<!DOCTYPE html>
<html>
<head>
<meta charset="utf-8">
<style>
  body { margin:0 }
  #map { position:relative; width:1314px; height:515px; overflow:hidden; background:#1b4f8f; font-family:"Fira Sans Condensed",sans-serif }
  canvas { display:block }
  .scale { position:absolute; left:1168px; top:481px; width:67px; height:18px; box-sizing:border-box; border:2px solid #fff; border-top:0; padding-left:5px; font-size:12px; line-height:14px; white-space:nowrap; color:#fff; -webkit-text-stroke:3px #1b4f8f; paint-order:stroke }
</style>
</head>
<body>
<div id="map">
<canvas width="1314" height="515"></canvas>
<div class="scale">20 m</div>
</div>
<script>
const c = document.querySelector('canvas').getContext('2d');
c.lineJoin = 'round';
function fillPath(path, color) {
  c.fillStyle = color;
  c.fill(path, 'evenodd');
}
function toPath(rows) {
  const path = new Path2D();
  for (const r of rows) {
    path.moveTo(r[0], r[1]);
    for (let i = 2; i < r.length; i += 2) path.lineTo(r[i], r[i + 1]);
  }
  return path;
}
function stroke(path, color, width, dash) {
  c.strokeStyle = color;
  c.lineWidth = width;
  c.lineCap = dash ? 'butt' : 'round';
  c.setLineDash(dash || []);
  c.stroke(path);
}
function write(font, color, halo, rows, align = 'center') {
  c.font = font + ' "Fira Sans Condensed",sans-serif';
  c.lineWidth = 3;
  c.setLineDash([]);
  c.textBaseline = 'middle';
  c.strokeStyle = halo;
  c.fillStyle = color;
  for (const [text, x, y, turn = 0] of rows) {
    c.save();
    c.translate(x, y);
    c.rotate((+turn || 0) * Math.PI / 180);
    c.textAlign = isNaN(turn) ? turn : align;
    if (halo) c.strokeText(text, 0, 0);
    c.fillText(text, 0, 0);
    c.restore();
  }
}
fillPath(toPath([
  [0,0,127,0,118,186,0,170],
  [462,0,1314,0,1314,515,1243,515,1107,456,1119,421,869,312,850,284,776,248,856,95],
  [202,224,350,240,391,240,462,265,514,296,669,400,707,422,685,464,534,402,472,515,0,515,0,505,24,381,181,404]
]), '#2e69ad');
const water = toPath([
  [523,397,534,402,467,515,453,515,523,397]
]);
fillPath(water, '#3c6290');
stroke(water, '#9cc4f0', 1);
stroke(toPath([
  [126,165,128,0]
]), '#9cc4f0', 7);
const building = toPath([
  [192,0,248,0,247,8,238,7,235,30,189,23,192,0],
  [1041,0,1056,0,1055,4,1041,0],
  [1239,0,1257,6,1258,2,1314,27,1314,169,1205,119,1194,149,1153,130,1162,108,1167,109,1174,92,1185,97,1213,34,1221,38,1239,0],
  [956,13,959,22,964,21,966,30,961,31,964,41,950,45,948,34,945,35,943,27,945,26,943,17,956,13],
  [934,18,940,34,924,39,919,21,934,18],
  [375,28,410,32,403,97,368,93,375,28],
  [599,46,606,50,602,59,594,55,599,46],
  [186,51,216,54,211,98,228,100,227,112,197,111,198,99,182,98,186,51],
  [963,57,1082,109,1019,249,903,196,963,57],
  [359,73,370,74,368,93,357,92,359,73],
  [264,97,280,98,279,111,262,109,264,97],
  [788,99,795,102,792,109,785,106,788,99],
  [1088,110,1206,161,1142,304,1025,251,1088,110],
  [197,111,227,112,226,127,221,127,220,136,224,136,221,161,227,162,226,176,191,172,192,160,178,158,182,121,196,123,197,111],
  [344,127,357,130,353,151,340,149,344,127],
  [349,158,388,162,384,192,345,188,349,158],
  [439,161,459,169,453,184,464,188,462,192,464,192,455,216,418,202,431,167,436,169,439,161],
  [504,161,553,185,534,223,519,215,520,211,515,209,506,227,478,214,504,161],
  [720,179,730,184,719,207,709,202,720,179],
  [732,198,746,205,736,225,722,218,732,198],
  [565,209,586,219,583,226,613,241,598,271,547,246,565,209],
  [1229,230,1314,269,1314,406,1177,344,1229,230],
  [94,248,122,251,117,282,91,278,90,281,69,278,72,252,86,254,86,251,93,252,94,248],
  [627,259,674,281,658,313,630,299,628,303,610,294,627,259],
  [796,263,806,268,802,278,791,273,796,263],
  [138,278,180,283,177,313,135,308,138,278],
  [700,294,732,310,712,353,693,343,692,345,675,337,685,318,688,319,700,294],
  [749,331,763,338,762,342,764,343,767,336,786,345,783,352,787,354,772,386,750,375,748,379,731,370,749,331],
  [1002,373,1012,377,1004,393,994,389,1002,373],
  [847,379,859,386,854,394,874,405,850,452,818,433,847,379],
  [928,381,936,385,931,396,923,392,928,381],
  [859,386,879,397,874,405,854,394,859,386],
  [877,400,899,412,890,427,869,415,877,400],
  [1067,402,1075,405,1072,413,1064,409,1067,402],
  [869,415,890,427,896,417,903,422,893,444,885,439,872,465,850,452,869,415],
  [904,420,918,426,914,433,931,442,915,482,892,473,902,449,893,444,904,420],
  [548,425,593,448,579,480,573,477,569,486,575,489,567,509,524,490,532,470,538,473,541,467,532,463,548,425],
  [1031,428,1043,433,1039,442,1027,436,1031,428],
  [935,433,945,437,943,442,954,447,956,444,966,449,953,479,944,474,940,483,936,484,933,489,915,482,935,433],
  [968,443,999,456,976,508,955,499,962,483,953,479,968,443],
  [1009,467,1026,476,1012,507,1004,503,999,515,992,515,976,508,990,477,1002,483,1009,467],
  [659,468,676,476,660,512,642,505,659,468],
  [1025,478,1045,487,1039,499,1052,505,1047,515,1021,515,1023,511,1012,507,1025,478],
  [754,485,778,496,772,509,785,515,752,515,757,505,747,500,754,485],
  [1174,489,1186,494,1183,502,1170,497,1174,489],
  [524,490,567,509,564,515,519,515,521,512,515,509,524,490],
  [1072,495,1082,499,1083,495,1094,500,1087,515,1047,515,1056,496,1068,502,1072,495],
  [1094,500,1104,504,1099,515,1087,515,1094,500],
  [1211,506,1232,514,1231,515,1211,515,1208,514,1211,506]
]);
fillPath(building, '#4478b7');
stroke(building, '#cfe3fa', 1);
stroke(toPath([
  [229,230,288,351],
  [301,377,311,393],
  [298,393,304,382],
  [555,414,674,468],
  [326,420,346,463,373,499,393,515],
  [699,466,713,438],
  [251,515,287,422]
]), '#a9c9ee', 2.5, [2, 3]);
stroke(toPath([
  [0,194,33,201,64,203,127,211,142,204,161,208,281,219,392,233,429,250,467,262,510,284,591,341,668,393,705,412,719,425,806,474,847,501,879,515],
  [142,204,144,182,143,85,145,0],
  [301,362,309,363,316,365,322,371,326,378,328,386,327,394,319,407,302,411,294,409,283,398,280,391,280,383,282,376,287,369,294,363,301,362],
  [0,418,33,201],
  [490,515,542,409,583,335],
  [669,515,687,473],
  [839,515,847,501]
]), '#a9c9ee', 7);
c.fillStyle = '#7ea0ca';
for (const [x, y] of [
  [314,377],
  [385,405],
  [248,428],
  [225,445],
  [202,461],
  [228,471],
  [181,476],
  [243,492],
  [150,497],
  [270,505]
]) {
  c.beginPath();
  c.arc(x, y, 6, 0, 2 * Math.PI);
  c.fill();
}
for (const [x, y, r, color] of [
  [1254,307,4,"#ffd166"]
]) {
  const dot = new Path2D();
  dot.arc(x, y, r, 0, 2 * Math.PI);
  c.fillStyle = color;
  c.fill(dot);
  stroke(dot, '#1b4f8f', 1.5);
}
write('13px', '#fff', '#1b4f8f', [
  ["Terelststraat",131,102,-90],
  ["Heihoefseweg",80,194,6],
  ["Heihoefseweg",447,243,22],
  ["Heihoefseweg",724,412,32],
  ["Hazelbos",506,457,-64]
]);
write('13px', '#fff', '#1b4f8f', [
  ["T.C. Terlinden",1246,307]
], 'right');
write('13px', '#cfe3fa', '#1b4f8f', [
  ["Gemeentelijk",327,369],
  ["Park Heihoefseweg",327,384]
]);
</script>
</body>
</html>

* * *

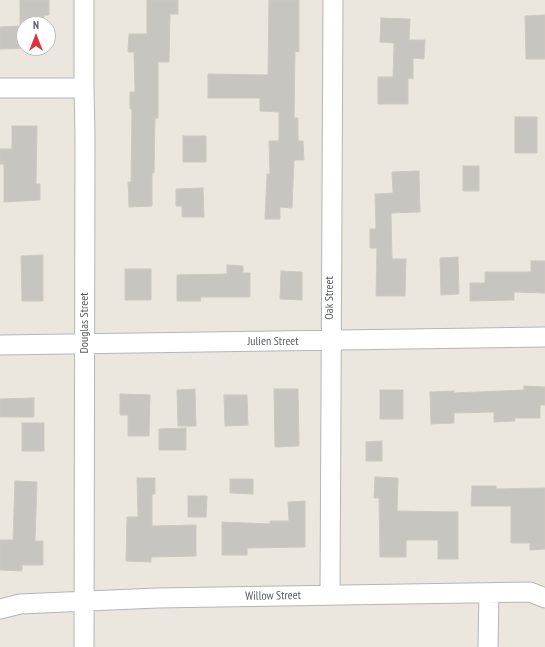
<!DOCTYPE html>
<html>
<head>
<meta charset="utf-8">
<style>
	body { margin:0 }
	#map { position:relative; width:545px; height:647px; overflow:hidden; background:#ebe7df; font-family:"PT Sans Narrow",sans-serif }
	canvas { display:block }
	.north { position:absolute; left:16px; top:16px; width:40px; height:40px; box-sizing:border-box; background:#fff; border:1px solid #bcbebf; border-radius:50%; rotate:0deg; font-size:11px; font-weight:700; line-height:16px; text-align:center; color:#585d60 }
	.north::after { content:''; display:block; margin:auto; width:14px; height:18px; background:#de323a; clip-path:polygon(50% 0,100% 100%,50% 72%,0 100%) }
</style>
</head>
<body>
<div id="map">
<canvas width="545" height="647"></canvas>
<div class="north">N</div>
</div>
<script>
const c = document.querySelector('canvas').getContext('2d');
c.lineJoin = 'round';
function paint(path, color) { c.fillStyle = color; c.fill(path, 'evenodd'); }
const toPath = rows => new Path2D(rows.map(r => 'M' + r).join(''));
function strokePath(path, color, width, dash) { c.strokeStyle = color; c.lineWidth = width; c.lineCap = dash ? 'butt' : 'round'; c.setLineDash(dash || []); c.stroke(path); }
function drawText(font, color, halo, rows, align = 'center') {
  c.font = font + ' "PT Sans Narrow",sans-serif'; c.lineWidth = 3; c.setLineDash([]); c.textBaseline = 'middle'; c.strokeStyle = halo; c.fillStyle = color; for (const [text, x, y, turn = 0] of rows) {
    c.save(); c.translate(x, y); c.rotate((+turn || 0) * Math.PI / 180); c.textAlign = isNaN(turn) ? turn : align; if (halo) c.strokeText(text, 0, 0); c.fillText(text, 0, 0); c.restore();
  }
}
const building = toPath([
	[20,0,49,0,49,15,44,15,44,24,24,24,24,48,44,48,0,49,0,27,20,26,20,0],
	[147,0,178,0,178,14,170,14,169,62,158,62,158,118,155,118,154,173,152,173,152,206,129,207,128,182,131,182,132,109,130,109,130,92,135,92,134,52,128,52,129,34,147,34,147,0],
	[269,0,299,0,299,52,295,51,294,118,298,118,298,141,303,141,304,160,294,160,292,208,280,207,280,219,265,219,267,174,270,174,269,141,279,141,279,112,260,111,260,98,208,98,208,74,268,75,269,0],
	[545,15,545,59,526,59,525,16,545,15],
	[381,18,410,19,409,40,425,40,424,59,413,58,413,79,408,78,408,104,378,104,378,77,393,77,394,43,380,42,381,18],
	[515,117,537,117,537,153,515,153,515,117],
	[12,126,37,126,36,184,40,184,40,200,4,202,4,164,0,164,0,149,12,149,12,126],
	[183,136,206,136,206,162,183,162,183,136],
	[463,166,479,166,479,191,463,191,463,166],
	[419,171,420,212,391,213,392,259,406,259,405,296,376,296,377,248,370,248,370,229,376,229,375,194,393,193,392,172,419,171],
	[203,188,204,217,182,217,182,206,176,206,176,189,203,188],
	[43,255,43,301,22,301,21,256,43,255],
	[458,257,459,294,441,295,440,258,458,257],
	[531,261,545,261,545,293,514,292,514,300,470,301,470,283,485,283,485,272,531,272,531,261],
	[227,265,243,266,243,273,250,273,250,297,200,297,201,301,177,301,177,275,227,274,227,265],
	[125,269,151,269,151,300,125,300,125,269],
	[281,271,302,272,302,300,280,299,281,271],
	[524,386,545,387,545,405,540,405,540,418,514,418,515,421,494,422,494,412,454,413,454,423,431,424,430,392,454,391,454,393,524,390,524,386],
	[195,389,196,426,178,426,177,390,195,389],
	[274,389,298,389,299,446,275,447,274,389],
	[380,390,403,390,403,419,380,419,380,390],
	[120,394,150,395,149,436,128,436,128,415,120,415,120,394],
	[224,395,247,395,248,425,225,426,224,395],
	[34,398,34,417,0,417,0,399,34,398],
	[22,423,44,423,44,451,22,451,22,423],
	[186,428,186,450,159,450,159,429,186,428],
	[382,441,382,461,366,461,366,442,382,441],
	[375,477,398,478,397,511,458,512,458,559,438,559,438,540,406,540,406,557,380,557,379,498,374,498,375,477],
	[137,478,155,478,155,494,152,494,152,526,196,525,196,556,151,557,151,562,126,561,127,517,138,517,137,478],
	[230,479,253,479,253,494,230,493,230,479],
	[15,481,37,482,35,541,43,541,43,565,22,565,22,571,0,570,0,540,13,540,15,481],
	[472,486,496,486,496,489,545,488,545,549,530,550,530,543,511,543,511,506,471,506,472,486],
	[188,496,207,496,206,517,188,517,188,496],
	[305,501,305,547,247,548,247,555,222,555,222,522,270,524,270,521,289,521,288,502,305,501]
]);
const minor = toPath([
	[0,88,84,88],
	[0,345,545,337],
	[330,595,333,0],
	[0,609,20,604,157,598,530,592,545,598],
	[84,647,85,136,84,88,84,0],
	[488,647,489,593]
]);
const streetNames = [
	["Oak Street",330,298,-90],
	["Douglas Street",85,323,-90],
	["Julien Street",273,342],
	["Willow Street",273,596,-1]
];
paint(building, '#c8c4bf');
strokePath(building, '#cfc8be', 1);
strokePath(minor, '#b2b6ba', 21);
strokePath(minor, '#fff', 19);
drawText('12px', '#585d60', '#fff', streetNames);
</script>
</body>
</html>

* * *

EXERCISE OBJECTIVE → What lines of the material above contain "strokeStyle"? Return each of them.

OUTPUT BELOW →
  c.strokeStyle = color;
  c.strokeStyle = halo;
function strokePath(path, color, width, dash) { c.strokeStyle = color; c.lineWidth = width; c.lineCap = dash ? 'butt' : 'round'; c.setLineDash(dash || []); c.stroke(path); }
  c.font = font + ' "PT Sans Narrow",sans-serif'; c.lineWidth = 3; c.setLineDash([]); c.textBaseline = 'middle'; c.strokeStyle = halo; c.fillStyle = color; for (const [text, x, y, turn = 0] of rows) {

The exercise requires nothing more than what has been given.